Datetime preprocessors

Appropiate handling of datetime features.
class DateLevel(Enum):
    """An enum representing different date levels."""

    YEAR = "year"
    QUARTER = "quarter"
    MONTH = "month"
    DAY = "day"
    HOUR = "hour"
    MINUTE = "minute"
    SECOND = "second"
    MICROSECOND = "microsecond"
    NANOSECOND = "nanosecond"
    WEEKDAY = "weekday"
    DAYOFYEAR = "dayofyear"
    DAYSINMONTH = "daysinmonth"

source

DateLevel

 DateLevel (value, names=None, module=None, qualname=None, type=None,
            start=1)

An enum representing different date levels.


source

DatetimeEncoder

 DatetimeEncoder (levels:Optional[Sequence[DateLevel]]=None,
                  fmt:Optional[str]=None)

An encoder for datetime columns that outputs integer features

levels is a list of DateLevel that define which date features to extract, i.e, [DateLevel.HOUR, DateLevel.MINUTE] will extract hours and minutes. If left to the default None, all available features will be extracted initially, but zero variance features will be dropped (for example, because the dates don’t have seconds).

Type Default Details
levels Optional[SequenceDateLevel] None Date features to extract.
fmt Optional[str] None Date format for string conversion if inputs are note datetime-like objects.
Follows standard Pandas/stdlib formatting, or example, ‘%Y-%m-%d %H:%M:%S’.

source

DatetimeEncoder.fit

 DatetimeEncoder.fit
                      (X:Union[pandas.core.frame.DataFrame,numpy.ndarray,L
                      ist], y=None)

Fit the DatetimeEncoder.

Type Default Details
X Union[pd.DataFrame, np.ndarray, List] Datetime-like features..
y NoneType None Unused.
Returns DatetimeEncoder Fitted DatetimeEncoder.
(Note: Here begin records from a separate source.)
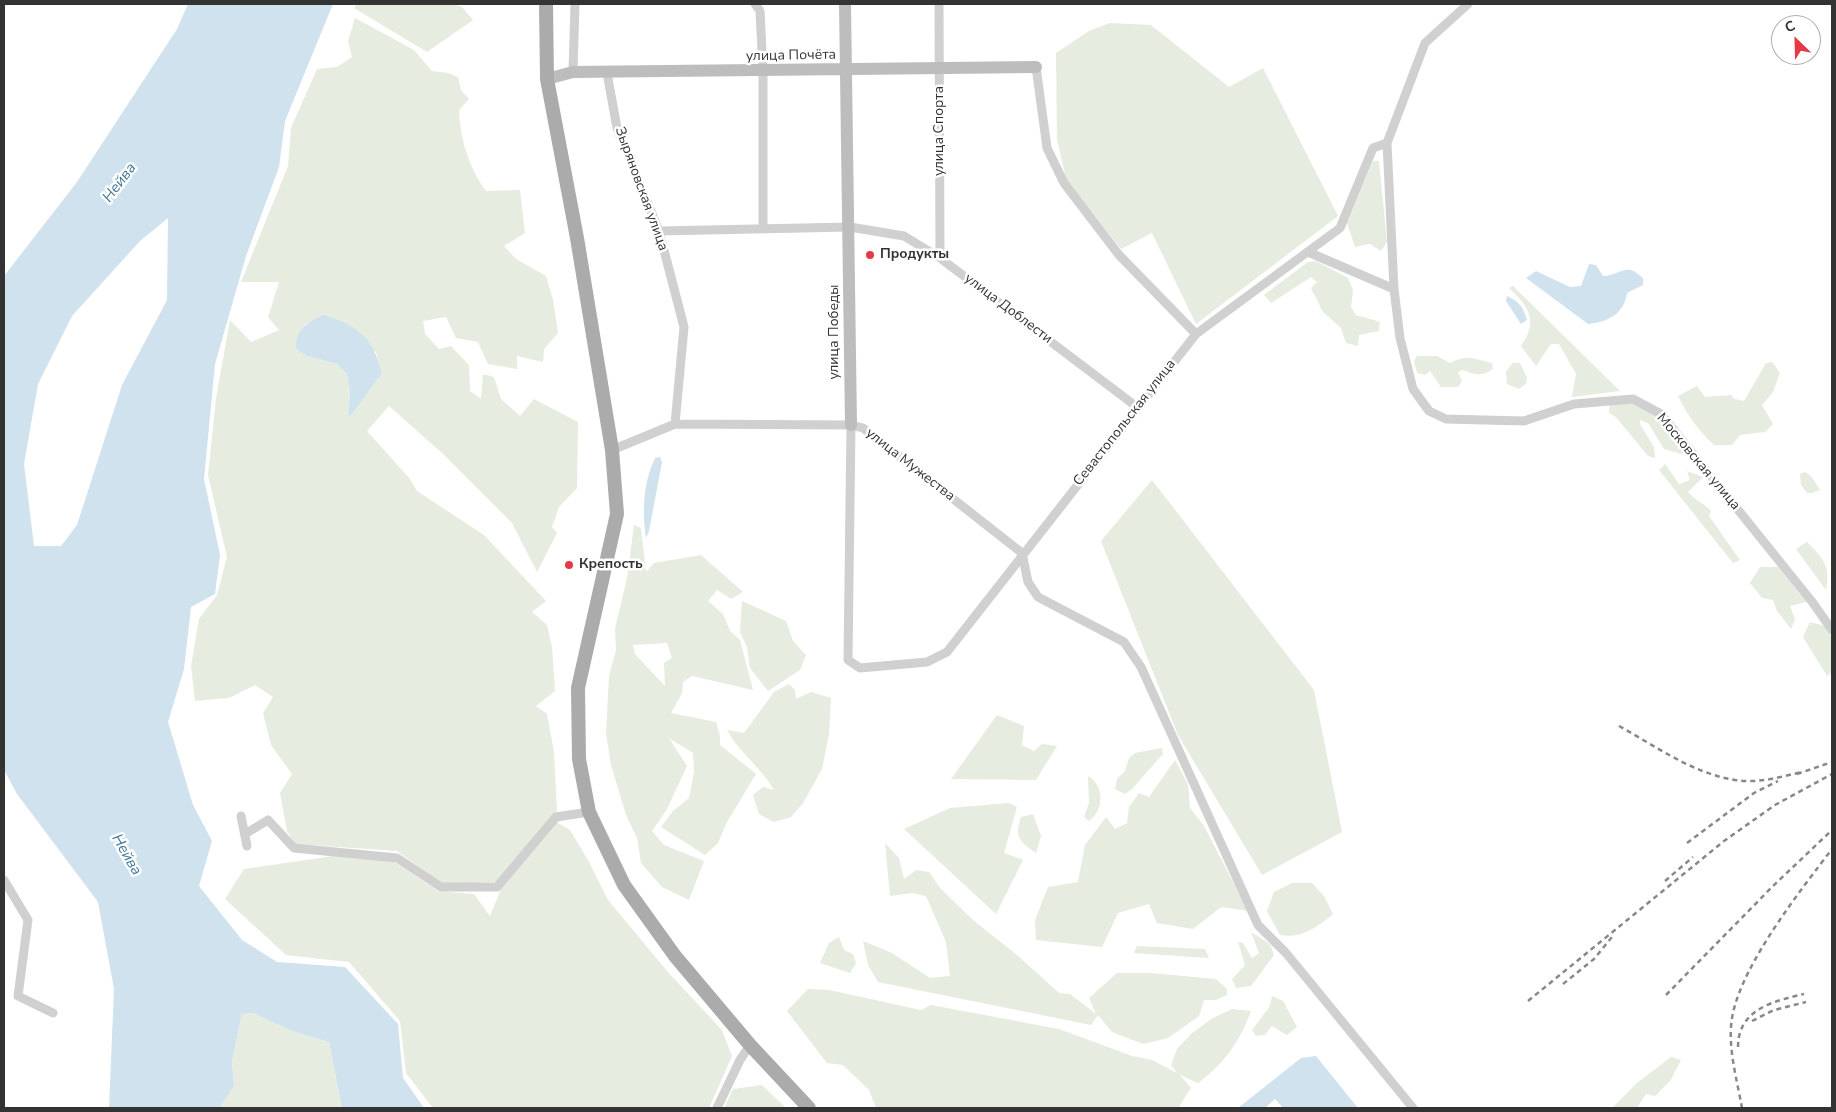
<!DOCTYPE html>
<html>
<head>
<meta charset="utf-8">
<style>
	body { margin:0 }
	#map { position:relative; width:1836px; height:1112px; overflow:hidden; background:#fff; font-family:"Nunito Sans",sans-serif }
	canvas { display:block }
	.frame { position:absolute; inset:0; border:5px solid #333; pointer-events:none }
	.north { position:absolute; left:1771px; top:15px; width:50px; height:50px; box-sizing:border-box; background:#fff; border:1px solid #adadad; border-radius:50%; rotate:336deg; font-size:14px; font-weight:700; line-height:20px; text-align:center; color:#333 }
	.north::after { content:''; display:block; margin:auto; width:18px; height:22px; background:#e63946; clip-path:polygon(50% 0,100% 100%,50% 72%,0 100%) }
</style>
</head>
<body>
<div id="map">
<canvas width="1836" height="1112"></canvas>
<div class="frame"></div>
<div class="north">С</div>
</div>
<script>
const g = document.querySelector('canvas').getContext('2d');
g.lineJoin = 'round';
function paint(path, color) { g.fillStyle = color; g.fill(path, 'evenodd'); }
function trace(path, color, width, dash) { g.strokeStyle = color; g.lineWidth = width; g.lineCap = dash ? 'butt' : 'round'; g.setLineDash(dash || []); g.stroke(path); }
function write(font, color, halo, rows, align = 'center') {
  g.font = font + ' "Nunito Sans",sans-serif'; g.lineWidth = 5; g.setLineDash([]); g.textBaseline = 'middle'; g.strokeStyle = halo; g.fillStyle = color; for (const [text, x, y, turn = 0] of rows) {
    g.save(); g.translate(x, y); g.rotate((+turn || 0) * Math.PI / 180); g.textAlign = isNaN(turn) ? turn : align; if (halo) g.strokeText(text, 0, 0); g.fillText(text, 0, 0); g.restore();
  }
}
const green = new Path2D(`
	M357,4h96l9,3 11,13 -46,32 -73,-44z
	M355,18l59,32 18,21 16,2 10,4 3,13 8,9 -10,11c1,28 10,59 27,81l34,-1 5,43 -21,13 12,13 30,17 7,24 5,33 -14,16 -1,13 -26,-6v13l-29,-5 -10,-22 -22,-4 -10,-21 -23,4 2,13 14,15 12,-3 18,19 1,26 11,8 2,-25 11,3 7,22 19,17 14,-17 44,23 -1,66 -18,19 -7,20 5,6 -20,39 -25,-49 -70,-70 -53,-47 -22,25 43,48 7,12 67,44 62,66 -14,11 15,13 5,22 3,44 -19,15 11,8 7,38 3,59 -61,71 -53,2 -46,-33 -102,-7 -8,-13 -7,-38 12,-19 -21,-29 -8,-32 10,-16 -18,-12 -26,13 -34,3 -4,-35 8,-47 18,-24 10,-38 -19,-82 8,-77 14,-78 21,22 28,-12 -11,-13 11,-35h-38l47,-116 3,-38 26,-59 20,-2 15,-10 -4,-16zM307,323l69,29 6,22c-9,10 -25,37 -34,42l2,-24 -3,-18 -10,-10 -30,-8 -11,-7c-1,-12 3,-17 11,-26z
	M1110,23l41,2 78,62 34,-19 75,148 -142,108 -44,-91 -31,16 -55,-70 -9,-40 -1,-86 33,-22z
	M1373,161h6l8,81 -6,9 -11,-7 -15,3 -8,-24z
	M1316,261l32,17 5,12 -2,17 5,8 24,7 -1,9 -20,4 -1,11 -12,-3 -5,-15 -18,-16 -12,-24 6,-6 -6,-5 -40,26 -7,-8 44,-33z
	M1513,286l107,105 -48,6 4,-23 -17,-30h-8l-15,22 -15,-20c17,-24 9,-39 -12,-58z
	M1417,356h20l13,7c16,-9 25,-4 42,0l1,6c-12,8 -17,6 -30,1l-5,2 4,9 -4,6h-17l-11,-16 -5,4 -8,-2 -3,-12z
	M1772,362l8,11 -7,19 -11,13 11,19 -8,8 -25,3 -8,10h-18c-16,-15 -26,-29 -36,-49l19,-10 8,11 26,-2 3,4 10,2 22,-38z
	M1513,363h7l7,15 -1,6 -7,5 -12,-5 -1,-13z
	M1610,403c11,1 25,-1 35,4 14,7 31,32 41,45l-5,2 -17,-5 -16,-26 -8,-3v4l14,23 1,11 -7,-2 -32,-39 -7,-4z
	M1665,464l14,20 11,-4 -3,-9 16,6 -15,15c8,9 16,11 23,19l-2,5 31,44 -7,3 -74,-93z
	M1805,472l6,4 9,14 -8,3h-5l-6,-8 -1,-11z
	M1152,480l162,210 28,142 -80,43 -84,-140 -77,-194z
	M634,525l7,3 5,44 8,-9 47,-8 42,37 -12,7 -14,-9 -9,11 15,13 7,17 10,9 13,50 -61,-14 -9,6 -1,11 -11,20 45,9 4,14v9l36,29 -29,48 -9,21 -13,12 -44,-28 12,-16 16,-13 5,-26 -1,-19 -24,-15 18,28 -20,43 -15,22 12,14 40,16 -15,39 -27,-13 -21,-24 -4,-25 -11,-23 -15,-50 -5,-32 3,-57 7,-26 -1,-21 12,-51zM667,643l5,15 -8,5 1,23 -30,-32 -2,-9z
	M1807,542c16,16 24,24 19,48l-30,-41z
	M1760,567h18l28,35 -16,4 5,13 -4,10 -14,-18 -4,-11 -11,-2 -12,-15z
	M742,601l44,20 7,20 13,14 -6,15 -32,21 -18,-23 -3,-21 -7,-15z
	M1810,622l15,4 7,12v34l-5,4 -24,-39z
	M789,684l6,6 1,9 15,-7 20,6 -2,36 -7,35 -19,34 -12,14 -17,5 -15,-8 -6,-19 10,-8 11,3c-13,-23 -35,-37 -47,-60l17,3 30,-41z
	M997,715l27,11 -2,19 12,6 8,-7 15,2 -21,34 -85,-1z
	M1162,748l1,6 -31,35 -7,5 -10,-5 2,-10 8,-8 4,-13 6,-5z
	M1175,760l13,24 2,24 14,18 44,85 -27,-4 -28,22 -36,-6 -8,-19 -31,9 -16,34 -66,-7 -1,-20 13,-33 30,-5 7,-37 21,-28 9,12 12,-6 2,-16 10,-14 10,4z
	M1088,776c17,10 16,34 1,45l-5,-4 5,-14z
	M1009,803l8,4 -13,46 19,7 -27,54 -92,-85 46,-21z
	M1033,814l8,22 -5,17c-16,-11 -22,-16 -15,-36z
	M556,822l14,8 19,32 19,38 59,71 55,59 10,26 -23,52h-276l-27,-35 -6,-52 -51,-59 -63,-7 -61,-56 19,-30 96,-14 54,7 44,29 36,3 16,22 11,-27z
	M885,843l14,15 5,21 12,-9 13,2 11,16 33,32 44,35 42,38 11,1 26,20 -7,-16 28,-25h33l66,6 11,10v6l-11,5h-12l-5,16 -31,22 -25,6 -31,-12 -14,-17 -7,10 -213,-43 -10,-17 -5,-24 29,12 38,25 20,-2 -4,-34 -20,-46 -14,-3 -22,3z
	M1292,883h20l12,13 9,18c-16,13 -31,25 -53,21l-13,-24 7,-19z
	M1251,932l19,12 4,11 -23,31 -15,2 -4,-9 13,-14 -7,-23 5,1 9,15 7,-5z
	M839,937l5,13 9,4 3,9 -6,10 -30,-10 9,-20z
	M1137,946l68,3 4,9 -75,-5z
	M808,989l21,1 92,20 10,-5 128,24 73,27 20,4 25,13 -6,-8 6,-16 14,-15 20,-15 21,-10 19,2c-11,30 -27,53 -53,72l-18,-8 11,13 -13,20h-302l-7,-18 -26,-25 -16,-2 -40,-52z
	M1272,996l11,5 14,26 -10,8 -15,-9 -7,9 -9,1 -4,-6 18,-24z
	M253,1013l39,18 37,11 13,66h-123l15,-22 -2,-25 10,-47z
	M1671,1057l10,3 -11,21 -15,15 -9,-2 -9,14h-25l25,-25z
	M762,1085l24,23h-62l9,-19z`);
const water = new Path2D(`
	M188,4h145l-48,117 -6,46 -33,89 -31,108 -11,115 16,76 -5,39 -24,13 -7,62 -16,53 25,83 19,36 -13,45 43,54 35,22 68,5 53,57 5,54 21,30h-82l-13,-66 -37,-11 -39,-18 -11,1 -10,47 2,25 -15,22h-110l5,-119 -16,-87 -81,-108 -13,-24v-494l73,-94 100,-153zM168,218l-1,82 -45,85 -45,140 -16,21h-27l-10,-82 14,-80 34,-68 68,-75z
	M1589,264l7,1 7,11c19,-1 22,-15 40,2v7l-16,8c-3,21 -19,29 -39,31l-62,-46 10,-7 34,16 11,-1z
	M1507,296c12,6 16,10 20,24l-6,4 -15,-23z
	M324,315c34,11 50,23 58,59 -10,11 -25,37 -34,43l2,-25 -3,-18 -10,-10 -30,-8 -11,-7c-2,-19 12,-27 28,-34z
	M660,457l2,5 -13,69 -3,7c-4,-27 -3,-55 9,-80z
	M1316,1056l42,52h-75l-8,-9 -10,9h-27l63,-50z`);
const street = new Path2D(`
	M755,4l5,7 3,60v157
	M939,4l1,254
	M1468,4l-43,39 -38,100 7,146 6,49 13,51 16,22 17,8 78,2 50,-17 59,-5 28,15 152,189 19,27
	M1036,67l11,81 17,35 55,72 77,79
	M573,72l2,-68
	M607,73l10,55 42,103 25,96 -9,97
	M659,231l191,-4 54,9 36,22 197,149
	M1308,252l86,37
	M851,425l-3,235 12,8 67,-6 20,-10 249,-318 144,-106 33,-80 14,-5
	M612,450l63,-26 176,1 12,3 159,125 6,29 10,15 86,45 17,25 117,258 28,28 127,155
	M241,816l6,30
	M245,834l23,-14 26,28 103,10 44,29h56l59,-70 33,-5
	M4,880l24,40 -10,76 35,17
	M717,1108l23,-48 10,-15`);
const secondary = new Path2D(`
	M845,4l6,421
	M547,79l26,-7 463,-5`);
const primary = new Path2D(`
	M546,4l1,75 30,159 35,212 5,64 -39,174 1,71 10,53 35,73 51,71 75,89 59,63`);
const rail = new Path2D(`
	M1619,726c40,22 80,52 126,55 19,1 39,-5 57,-9
	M1797,774l35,-12
	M1687,843l67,-50 24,-12
	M1665,881l28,-24
	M1563,984l31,-25 18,-22
	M1666,995l107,-109 59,-56
	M1528,1001l196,-160 51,-36 57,-31
	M1752,1021l22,-11 32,-8
	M1738,1047c0,-38 36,-46 66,-53
	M1742,1108c-5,-29 -16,-65 -9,-95 11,-51 67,-122 99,-164`);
const markers = [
	[870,255,5,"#e63946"],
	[569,565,5,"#e63946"]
];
const streetNames = [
	["улица Почёта",791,56,-1],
	["улица Спорта",940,131,-90],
	["Зыряновская улица",641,189,70],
	["улица Доблести",1008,309,37],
	["улица Победы",835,332,-90],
	["Севастопольская улица",1125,423,-52],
	["Московская улица",1698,462,50],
	["улица Мужества",910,465,38]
];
const poiNames = [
	["Продукты",880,255],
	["Крепость",579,565]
];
const waterNames = [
	["Нейва",120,183,-53],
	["Нейва",126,855,60]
];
paint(green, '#e6ecdf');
paint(water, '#cfe2ee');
trace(street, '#d0d0d0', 9);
trace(secondary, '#bdbdbd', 12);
trace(primary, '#ababab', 14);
trace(rail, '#888', 2.5, [5, 4]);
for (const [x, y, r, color] of markers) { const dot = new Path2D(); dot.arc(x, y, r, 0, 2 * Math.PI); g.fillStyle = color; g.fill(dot); trace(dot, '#fff', 2); }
write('14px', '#333', '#fff', streetNames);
write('bold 14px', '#333', '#fff', poiNames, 'left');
write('italic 15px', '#3f7597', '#fff', waterNames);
</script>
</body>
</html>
After fitting, the categories of each feature are held in the categories_ attribute.


source

DatetimeEncoder.transform

 DatetimeEncoder.transform
                            (X:Union[pandas.core.frame.DataFrame,numpy.nda
                            rray,List])

Apply transformation. Will ignore zero variance features seen during DatetimeEncoder.fit.

While this transformer is generally stateless, during DatetimeEncoder.fit it checks whether any of the extracted features have zero variance (only one unique value) and sets those levels to be ignored during DatetimeEncoder.transform.

Type Details
X Union[pd.DataFrame, np.ndarray, List] The data to encode.
Returns np.ndarray Transformed input.

TransformerMixin.fit_transform

 TransformerMixin.fit_transform (X, y=None, **fit_params)

Fit to data, then transform it.

Fits transformer to X and y with optional parameters fit_params and returns a transformed version of X.

Type Default Details
X array-like of shape (n_samples, n_features) Input samples.
y NoneType None Target values (None for unsupervised transformations).
fit_params
Returns ndarray array of shape (n_samples, n_features_new) Transformed array.
import pandas as pd
X = pd.DataFrame(
    {
        "hours": pd.date_range(start="2022-01-01", freq="H", periods=25),
        "days": pd.date_range(start="2022-01-01", freq="D", periods=25),
    }
)

encoder = DatetimeEncoder()
pd.DataFrame(encoder.fit_transform(X), columns=encoder.get_feature_names_out()).head()
hours_day hours_hour hours_weekday hours_dayofyear days_day days_weekday days_dayofyear
0 1 0 5 1 1 5 1
1 1 1 5 1 2 6 2
2 1 2 5 1 3 0 3
3 1 3 5 1 4 1 4
4 1 4 5 1 5 2 5

Dates can be strings as well, but datetimes and strings cannot be combined.

date_format = "%Y-%m-%d"
X = pd.DataFrame(
    {
        "days": pd.date_range(start="2022-01-01", freq="D", periods=25).strftime(
            date_format
        ),
        "quarters": pd.date_range(start="2023-01-01", freq="Q", periods=25).strftime(
            date_format
        ),
    }
)

encoder = DatetimeEncoder(fmt=date_format)
pd.DataFrame(encoder.fit_transform(X), columns=encoder.get_feature_names_out()).head()
days_day days_weekday days_dayofyear quarters_year quarters_quarter quarters_month quarters_day quarters_weekday quarters_dayofyear quarters_daysinmonth
0 1 5 1 2023 1 3 31 4 90 31
1 2 6 2 2023 2 6 30 4 181 30
2 3 0 3 2023 3 9 30 5 273 30
3 4 1 4 2023 4 12 31 6 365 31
4 5 2 5 2024 1 3 31 6 91 31

Date levels may be chosen.

encoder = DatetimeEncoder(
    levels=[DateLevel.DAY, DateLevel.HOUR, DateLevel.MONTH], fmt=date_format
)
pd.DataFrame(encoder.fit_transform(X), columns=encoder.get_feature_names_out()).head()
days_day quarters_day quarters_month
0 1 31 3
1 2 30 6
2 3 30 9
3 4 31 12
4 5 31 3